Gazette Daily News Briefing, September 14
This is Stephen Schmidt from the Gazette Digital News Desk, and I’m here with your update for September 14, 2023.
According to the National Weather Service it will be sunny in the Cedar Rapids area on Thursday with a high near 77 degrees. It will be mostly clear Thursday evening with a low of around 49 degrees.
Mercy Iowa City has arranged tours of its health care facilities next week for potential bidders interested in competing for its assets against the University of Iowa — which last month made an initial “stalking horse” bid of $20 million to buy the 150-year-old community hospital.
During a hearing Wednesday in U.S. Bankruptcy Court — following Mercy’s Aug. 7 filing for Chapter 11 protection — attorney Felicia Perlman, representing Mercy through her Chicago firm, McDermott Will & Emery, said several interested parties have signed nondisclosure agreements in anticipation in learning more about the assets they may potentially bid on.
“We do have several parties who have signed (nondisclosure agreements) and are active in the data room, and we are providing diligence to and these tours for.”
Mercy unveiled the UI as its initial $20 million bidder Aug. 7, the same day it filed for bankruptcy. Two days later, the hospital proposed a Sept. 19 deadline for competing offers and built in “bid protections” for the university — raising concerns among the hospital’s secured creditors, who Mercy owes $63 million.

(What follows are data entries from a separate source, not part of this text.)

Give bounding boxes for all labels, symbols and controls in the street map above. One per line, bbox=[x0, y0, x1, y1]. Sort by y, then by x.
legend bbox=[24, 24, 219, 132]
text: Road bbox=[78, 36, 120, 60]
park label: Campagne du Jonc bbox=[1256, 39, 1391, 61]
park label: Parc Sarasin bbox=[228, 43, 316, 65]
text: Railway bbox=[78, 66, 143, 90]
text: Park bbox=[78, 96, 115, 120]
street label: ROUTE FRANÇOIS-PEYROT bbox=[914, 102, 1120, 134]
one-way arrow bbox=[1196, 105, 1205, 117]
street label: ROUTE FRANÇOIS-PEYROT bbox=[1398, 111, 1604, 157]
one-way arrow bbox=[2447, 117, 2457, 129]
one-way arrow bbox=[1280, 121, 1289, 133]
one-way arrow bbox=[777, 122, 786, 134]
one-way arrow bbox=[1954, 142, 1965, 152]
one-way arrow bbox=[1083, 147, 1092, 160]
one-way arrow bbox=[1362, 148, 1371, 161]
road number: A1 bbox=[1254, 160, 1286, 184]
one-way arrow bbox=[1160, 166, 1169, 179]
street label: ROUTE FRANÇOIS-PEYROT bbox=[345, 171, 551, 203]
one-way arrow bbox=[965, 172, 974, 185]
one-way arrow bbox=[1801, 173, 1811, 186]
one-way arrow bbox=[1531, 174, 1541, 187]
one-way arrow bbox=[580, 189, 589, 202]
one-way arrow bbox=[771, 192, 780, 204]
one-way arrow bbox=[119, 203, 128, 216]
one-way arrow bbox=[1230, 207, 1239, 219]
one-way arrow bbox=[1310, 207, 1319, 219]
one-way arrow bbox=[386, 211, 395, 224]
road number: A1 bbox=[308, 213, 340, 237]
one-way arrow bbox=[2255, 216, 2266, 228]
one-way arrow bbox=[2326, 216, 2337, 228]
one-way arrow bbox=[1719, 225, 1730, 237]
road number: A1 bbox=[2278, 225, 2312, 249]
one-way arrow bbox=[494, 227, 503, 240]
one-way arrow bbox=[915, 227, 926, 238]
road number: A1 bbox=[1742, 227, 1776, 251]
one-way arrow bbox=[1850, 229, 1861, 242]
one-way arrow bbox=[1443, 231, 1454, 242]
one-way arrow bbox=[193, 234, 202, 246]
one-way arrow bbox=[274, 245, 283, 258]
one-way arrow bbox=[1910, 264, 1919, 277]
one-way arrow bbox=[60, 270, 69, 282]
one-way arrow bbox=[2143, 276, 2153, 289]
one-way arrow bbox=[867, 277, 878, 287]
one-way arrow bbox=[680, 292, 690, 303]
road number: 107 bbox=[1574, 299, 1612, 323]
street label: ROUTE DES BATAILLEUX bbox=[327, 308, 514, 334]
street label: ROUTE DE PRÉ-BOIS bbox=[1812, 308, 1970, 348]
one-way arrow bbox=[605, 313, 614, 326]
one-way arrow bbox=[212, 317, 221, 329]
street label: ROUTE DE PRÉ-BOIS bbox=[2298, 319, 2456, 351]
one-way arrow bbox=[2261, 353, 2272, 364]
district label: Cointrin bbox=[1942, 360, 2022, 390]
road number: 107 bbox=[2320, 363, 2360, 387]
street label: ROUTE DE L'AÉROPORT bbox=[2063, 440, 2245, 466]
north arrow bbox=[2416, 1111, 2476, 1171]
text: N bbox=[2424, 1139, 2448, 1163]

In response to questions about whether such a truncated timeline would chill competing bids and whether other objectionable provisions — like the UI protections and a caveat implying the facility must remain a hospital — Mercy attorneys this week agreed to sale-procedure amendments, which Judge Thad Collins on Wednesday indicated he’ll approve.
Tiffin voters approved a 1-cent local-option sales tax Tuesday intended to help the city keep up with its rapid population growth.
The city of 5,200 in Johnson County passed the sales tax with 186 votes (63 percent) in favor and 109 (37 percent) opposed. More than 10 percent of registered voters in the city turned out to vote, the Johnson County Auditor’s Office reported.
The sales tax of 1 percent will start Jan. 1 and is expected to generate about $600,000 a year. Half the money will be used to keep Tiffin property taxes from going up much above the current levy rate of $11.80 per $1,000 of taxable value, while the rest will be used to help pay for infrastructure projects in the growing community. In 2021, Tiffin was expected to double in size by 2030.
Tiffin officials have been planning for a rec center since at least 2020, when they envisioned an indoor facility with a gymnasium with a walking track above it, fitness rooms and possibly a pool.
Other priority projects are a new fire station, a park with an inclusive playground, as well as sewer and streets projects, Mayor Steve Berner told the Gazette.